_Aim of the exercise_
Go through the material below and copy all lines with "sheet".

**** Supplied records ****

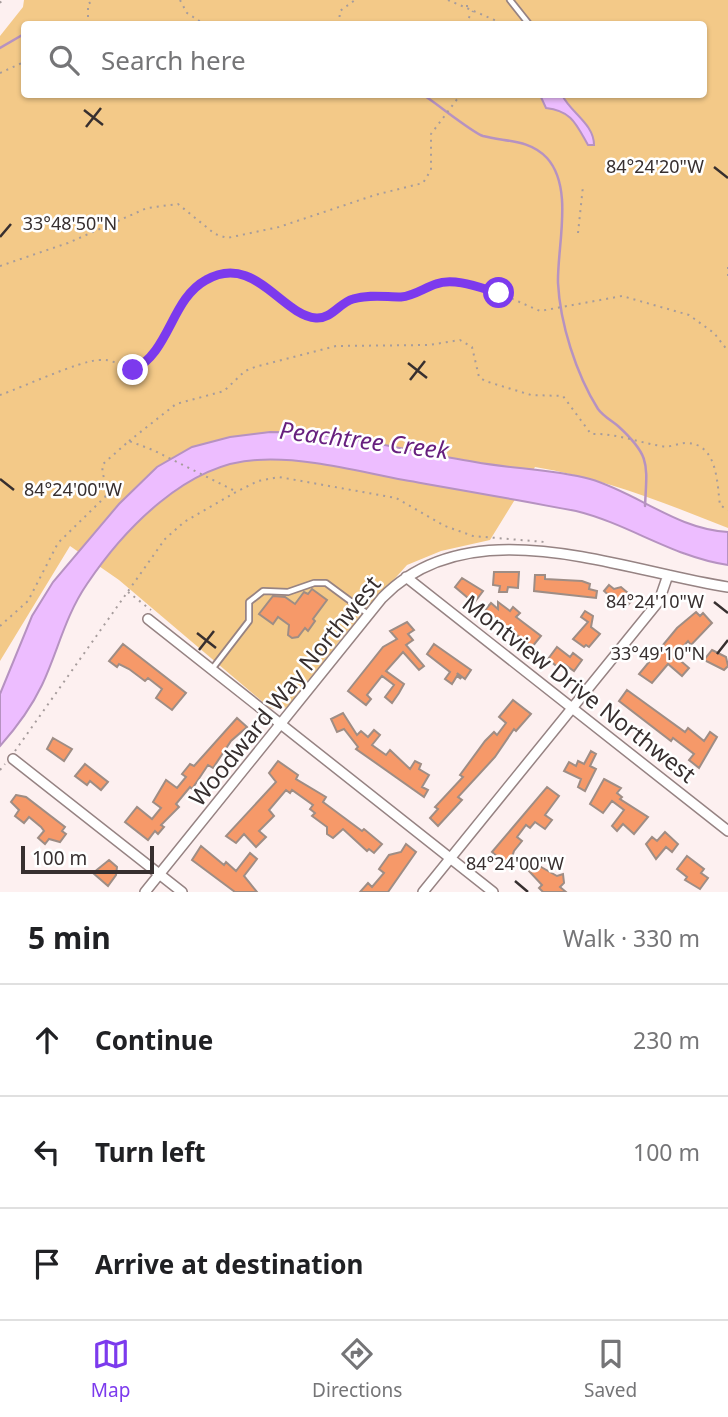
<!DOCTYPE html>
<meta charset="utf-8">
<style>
body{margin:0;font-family:"Noto Sans",sans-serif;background:#f6f6f6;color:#202124}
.scale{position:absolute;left:21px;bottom:18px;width:133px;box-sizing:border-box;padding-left:7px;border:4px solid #372f2f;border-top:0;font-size:19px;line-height:24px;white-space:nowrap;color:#372f2f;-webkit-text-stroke:5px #fff;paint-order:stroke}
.stop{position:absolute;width:21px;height:21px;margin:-16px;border:5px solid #7c3aed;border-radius:50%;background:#fff}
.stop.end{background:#7c3aed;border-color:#fff;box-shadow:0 2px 7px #0008}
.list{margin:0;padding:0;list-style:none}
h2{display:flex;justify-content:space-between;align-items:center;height:91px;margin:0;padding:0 28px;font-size:30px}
h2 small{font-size:23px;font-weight:400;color:#757577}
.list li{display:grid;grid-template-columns:46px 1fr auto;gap:21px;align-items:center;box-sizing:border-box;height:112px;padding:0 28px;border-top:2px solid #e0e0e0}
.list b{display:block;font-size:26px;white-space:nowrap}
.list em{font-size:23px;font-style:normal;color:#757577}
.icon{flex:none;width:38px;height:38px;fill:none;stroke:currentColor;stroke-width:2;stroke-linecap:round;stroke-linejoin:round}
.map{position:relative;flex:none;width:728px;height:892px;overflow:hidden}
.search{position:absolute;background:#fff;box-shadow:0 2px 5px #0004;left:21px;right:21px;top:21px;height:77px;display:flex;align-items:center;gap:18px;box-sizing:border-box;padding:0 24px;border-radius:7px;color:#757577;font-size:26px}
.sheet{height:427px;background:#fff}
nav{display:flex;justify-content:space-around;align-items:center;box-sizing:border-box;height:98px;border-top:2px solid #e0e0e0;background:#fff;font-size:19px;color:#757577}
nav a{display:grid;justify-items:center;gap:4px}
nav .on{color:#7c3aed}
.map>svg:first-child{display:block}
</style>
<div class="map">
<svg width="728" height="892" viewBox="0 0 728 892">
<rect width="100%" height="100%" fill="#fdf0f0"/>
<!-- green -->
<path fill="#f3c988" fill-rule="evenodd" d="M 24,0 L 728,0 L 728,528 C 665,503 603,478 535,467 L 490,540 L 441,551 L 407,565 L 345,634 L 289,706 L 281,710 L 270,708 L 119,580 L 70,546 L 0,661 L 0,36 L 23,7 ZM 24,24 L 704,24 L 704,94 L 24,94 Z"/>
<!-- water -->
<path fill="#edbdff" stroke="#b692c1" stroke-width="2" d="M 540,95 L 562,95 C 571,113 594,124 594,145 L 588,145 C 576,124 572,111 546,108 Z
M 270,432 C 340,432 406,451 475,462 C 513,469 552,469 590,479 C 638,493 676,529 728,532 L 728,565 C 673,557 629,524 576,511 C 519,500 461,490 404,480 C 356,471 306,457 257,460 C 187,463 124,529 87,584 C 65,616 58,651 42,685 C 31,708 17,727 0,746 L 0,694 L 32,616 L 53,582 L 119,504 L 157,467 L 192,447 L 230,437 Z"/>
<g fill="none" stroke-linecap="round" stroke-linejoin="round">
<!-- stream -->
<path stroke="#b692c1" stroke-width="2.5" d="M 0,48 L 24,34
M 422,94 C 436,103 473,133 483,136 C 506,142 529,139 547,158 C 574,188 557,246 558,283 C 560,323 576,374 598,409 C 603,416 612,421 618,426 C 651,456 647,464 645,506"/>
</g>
<!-- building -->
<path fill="#f69969" stroke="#9e8d85" stroke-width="2" d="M 494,572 L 519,572 L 518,588 L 508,587 L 507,592 L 499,592 L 500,586 L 493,585 Z
M 535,575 L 545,575 L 545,579 L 582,581 L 590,584 L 589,589 L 597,591 L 596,598 L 534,591 Z
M 462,578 L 483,591 L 474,603 L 455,587 Z
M 609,585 L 614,589 L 621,587 L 634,598 L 624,609 L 604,591 Z
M 312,589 L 327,600 L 313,619 L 315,621 L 308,631 L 305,628 L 298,637 L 292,638 L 288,635 L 289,625 L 278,617 L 273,624 L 259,614 L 273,596 L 285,597 L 295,604 L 304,592 L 308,594 Z
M 498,602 L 510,611 L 513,607 L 520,613 L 516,617 L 541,636 L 532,647 L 485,610 L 491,603 L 498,609 Z
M 585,611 L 593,616 L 591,627 L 600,634 L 589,647 L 586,645 L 584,647 L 573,639 L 588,622 L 581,617 Z
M 696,612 L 700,616 L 703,613 L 712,623 L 691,645 L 688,641 L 675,656 L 689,668 L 682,676 L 668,664 L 652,683 L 639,674 L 677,628 Z
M 407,622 L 414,630 L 408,634 L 413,640 L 406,645 L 424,666 L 419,670 L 403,652 L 386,671 L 404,684 L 399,693 L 392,703 L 385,697 L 394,685 L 382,676 L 367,695 L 371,699 L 366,705 L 348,691 L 383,647 L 397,639 L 390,631 Z
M 123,644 L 186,693 L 172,710 L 156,698 L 162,689 L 148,678 L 145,681 L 129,669 L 119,664 L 117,667 L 109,661 Z
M 434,644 L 471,670 L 465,679 L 457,673 L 461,679 L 457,676 L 452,684 L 445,679 L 450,672 L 427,654 Z
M 557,647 L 570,657 L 573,653 L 582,660 L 574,671 L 564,664 L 560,669 L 548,659 Z
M 712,650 L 726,657 L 728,666 L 724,670 L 704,660 Z
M 627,690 L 685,732 L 688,728 L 704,741 L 710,732 L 717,737 L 699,768 L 689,760 L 694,754 L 673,738 L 671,741 L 619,701 Z
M 513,700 L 531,714 L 516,731 L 514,729 L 495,757 L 458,797 L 462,800 L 438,826 L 430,818 L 438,809 L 435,807 L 463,777 L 460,775 L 485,741 L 494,732 L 497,735 L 506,723 L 499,717 Z
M 343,713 L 357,735 L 361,731 L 368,737 L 374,730 L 380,735 L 372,745 L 386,755 L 390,750 L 410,769 L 415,761 L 421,764 L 419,769 L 429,775 L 422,787 L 428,790 L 424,797 L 356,749 L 358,747 L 344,729 L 337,732 L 331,719 Z
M 237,718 L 247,727 L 231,741 L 213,768 L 208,765 L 192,789 L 190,787 L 176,804 L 179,807 L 161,825 L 164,827 L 158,834 L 155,831 L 148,840 L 125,822 L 137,807 L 152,819 L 161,808 L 153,802 L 166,780 L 177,788 L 186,777 L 182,774 L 190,764 L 194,766 Z
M 53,738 L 72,749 L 64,761 L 47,749 Z
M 591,751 L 596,754 L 590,766 L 596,769 L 585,791 L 578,787 L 581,779 L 564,771 L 569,762 L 576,766 L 578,761 L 584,764 Z
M 278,761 L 298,775 L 296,779 L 326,797 L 323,802 L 362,831 L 364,829 L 382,844 L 374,853 L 369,849 L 367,851 L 343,829 L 333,838 L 327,834 L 327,827 L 312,816 L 315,813 L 310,809 L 313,805 L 292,790 L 290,793 L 286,790 L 269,810 L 274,816 L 259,831 L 266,837 L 256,847 L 244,834 L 236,843 L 226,836 L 276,782 L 269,773 Z
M 85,764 L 108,782 L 101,790 L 90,781 L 87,785 L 75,776 Z
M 604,779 L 621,788 L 617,793 L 622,797 L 620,799 L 648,817 L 634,834 L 623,824 L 617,831 L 612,826 L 624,810 L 612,801 L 603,813 L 590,804 Z
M 547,787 L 559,796 L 545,815 L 552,820 L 545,829 L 535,822 L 530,828 L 526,825 L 517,837 L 522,841 L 514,851 L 512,857 L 516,860 L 510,867 L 492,852 Z
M 16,795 L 26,797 L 65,827 L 62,831 L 66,834 L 60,842 L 49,839 L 45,844 L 38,838 L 44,831 L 41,827 L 29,817 L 24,823 L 15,816 L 19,810 L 11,802 Z
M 665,832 L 678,844 L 672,852 L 666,847 L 656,859 L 646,844 L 652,837 L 657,841 Z
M 406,844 L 416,852 L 388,892 L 360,892 L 368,883 L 372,887 L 384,873 L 379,869 L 389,855 L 401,852 Z
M 201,846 L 224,865 L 226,862 L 236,871 L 250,853 L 257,859 L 244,876 L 257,892 L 235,892 L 192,860 Z
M 687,856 L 704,869 L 701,873 L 708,878 L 700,889 L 685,880 L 687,877 L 677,869 Z
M 109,860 L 117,867 L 116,875 L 108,886 L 93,873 Z
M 534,863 L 557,876 L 563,874 L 564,883 L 560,887 L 566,892 L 543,892 L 539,888 L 542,885 L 528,870 Z"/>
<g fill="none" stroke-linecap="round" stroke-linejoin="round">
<defs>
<path id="service" d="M 510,0 L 529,24
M 212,669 L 249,621 L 249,602 L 263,591 L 288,592 L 314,583 L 326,583 L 368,614"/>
<path id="minor" d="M 406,577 L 728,831
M 148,619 L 493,892
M 13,759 L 182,892
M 145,892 L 382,598 C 471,506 621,571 728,587
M 423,892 L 659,601 L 668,575"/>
</defs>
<!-- service casing -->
<use href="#service" stroke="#968383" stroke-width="8"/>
<!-- minor casing -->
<use href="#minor" stroke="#968383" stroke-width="12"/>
<!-- path -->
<path stroke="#a69c9c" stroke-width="2" stroke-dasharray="2 5" stroke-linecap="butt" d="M 180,0 L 187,13 L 204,24
M 448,0 L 504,24
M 0,3 L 2,0
M 467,7 L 467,0
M 88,24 L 88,4 L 94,0
M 339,24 L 340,11 L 355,0
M 465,24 L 473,11
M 0,73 L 24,62
M 578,233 L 583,186
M 0,266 L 68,243 L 147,208 L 178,204 L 215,234 L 227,238 L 279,227 L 375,195 L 423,183 L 431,170 L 431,134 L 461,94
M 728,267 L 728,279
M 0,395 C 23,387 79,361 99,360 C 124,358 122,380 150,359 L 192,290 L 207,279 L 225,274 L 260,282 L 298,312 L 317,318 L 327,316 L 354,298 L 403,297 L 439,282 L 499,293 L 540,311 L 622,296 L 689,315 L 714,333 L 728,351
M 129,441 L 176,404 L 224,391 L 245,371 L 255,367 L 336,346 L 429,345 L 460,340 L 472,347 L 479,377 L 485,381 L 531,395 L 563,396 L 591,434 C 615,433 637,442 661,446 C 670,448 678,443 687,443 C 718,444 717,484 720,505 L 728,510
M 128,592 L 151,610
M 0,626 L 28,601 L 58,543 L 105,497 C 110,485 100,476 103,464 L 129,441 L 153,450 L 235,491
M 15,751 L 165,539 L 184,522 L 236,492 L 258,481 L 279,477 L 396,498 L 445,526 L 473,536 L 545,542
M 0,770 L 5,764"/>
<!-- service -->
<use href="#service" stroke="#fff" stroke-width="4.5"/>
<!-- minor -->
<use href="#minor" stroke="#fff" stroke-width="9"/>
</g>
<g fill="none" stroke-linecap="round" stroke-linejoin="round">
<!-- route -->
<path stroke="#7c3aed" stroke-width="9" d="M 133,370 C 170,352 171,299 206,280 C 254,252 281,315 316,318 C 332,319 339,303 353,299 C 369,294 385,297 401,297 C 414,296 424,288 436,284 C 454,277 481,288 499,293"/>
</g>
<!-- ticks -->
<path fill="none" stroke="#372f2f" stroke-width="2.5" d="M 84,110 L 103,125M 86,127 L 101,108M 714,167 L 728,178M 0,237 L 11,224M 408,363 L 427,378M 410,380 L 425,361M 0,479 L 14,490M 714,602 L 728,613M 197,633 L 216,648M 199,650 L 214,631M 717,654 L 728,640M 515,881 L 528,892"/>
<g text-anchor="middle" stroke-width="5" stroke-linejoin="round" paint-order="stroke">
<!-- street labels -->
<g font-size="23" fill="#372f2f" stroke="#fff">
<text transform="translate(579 689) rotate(38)" y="8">Montview Drive Northwest</text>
<text transform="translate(285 691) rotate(-51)" y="8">Woodward Way Northwest</text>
</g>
<!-- water labels -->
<g font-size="24" font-style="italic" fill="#671f7e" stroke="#fff">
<text transform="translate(364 441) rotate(7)" y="8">Peachtree Creek</text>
</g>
</g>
<g font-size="18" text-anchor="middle" fill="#372f2f" stroke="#fff" stroke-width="5" stroke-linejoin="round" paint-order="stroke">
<text x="655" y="173">84°24'20"W</text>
<text x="70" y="230">33°48'50"N</text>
<text x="73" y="496">84°24'00"W</text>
<text x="655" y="608">84°24'10"W</text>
<text x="658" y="660">33°49'10"N</text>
<text x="515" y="870">84°24'00"W</text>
</g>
</svg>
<div class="scale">100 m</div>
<div class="stop" style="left:499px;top:293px"></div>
<div class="stop end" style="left:133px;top:370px"></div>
<div class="search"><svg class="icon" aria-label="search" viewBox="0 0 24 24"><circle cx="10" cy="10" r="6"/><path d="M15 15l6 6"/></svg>Search here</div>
</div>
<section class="sheet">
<h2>5 min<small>Walk · 330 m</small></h2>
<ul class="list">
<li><svg class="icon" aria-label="ahead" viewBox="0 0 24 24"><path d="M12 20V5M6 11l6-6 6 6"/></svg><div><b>Continue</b></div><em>230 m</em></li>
<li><svg class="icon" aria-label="left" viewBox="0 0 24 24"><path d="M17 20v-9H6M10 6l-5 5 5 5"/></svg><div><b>Turn left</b></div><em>100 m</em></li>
<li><svg class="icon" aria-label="arrive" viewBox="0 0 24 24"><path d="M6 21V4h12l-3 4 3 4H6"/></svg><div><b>Arrive at destination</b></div></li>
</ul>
</section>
<nav>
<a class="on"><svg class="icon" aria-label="map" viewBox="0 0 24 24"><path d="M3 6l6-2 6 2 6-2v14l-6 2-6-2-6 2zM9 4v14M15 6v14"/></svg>Map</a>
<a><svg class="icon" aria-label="directions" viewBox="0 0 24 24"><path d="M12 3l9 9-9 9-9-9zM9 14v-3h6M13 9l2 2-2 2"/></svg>Directions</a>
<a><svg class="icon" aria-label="saved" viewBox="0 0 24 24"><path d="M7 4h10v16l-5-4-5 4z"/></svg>Saved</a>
</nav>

****

_Solution_
.sheet{height:427px;background:#fff}
<section class="sheet">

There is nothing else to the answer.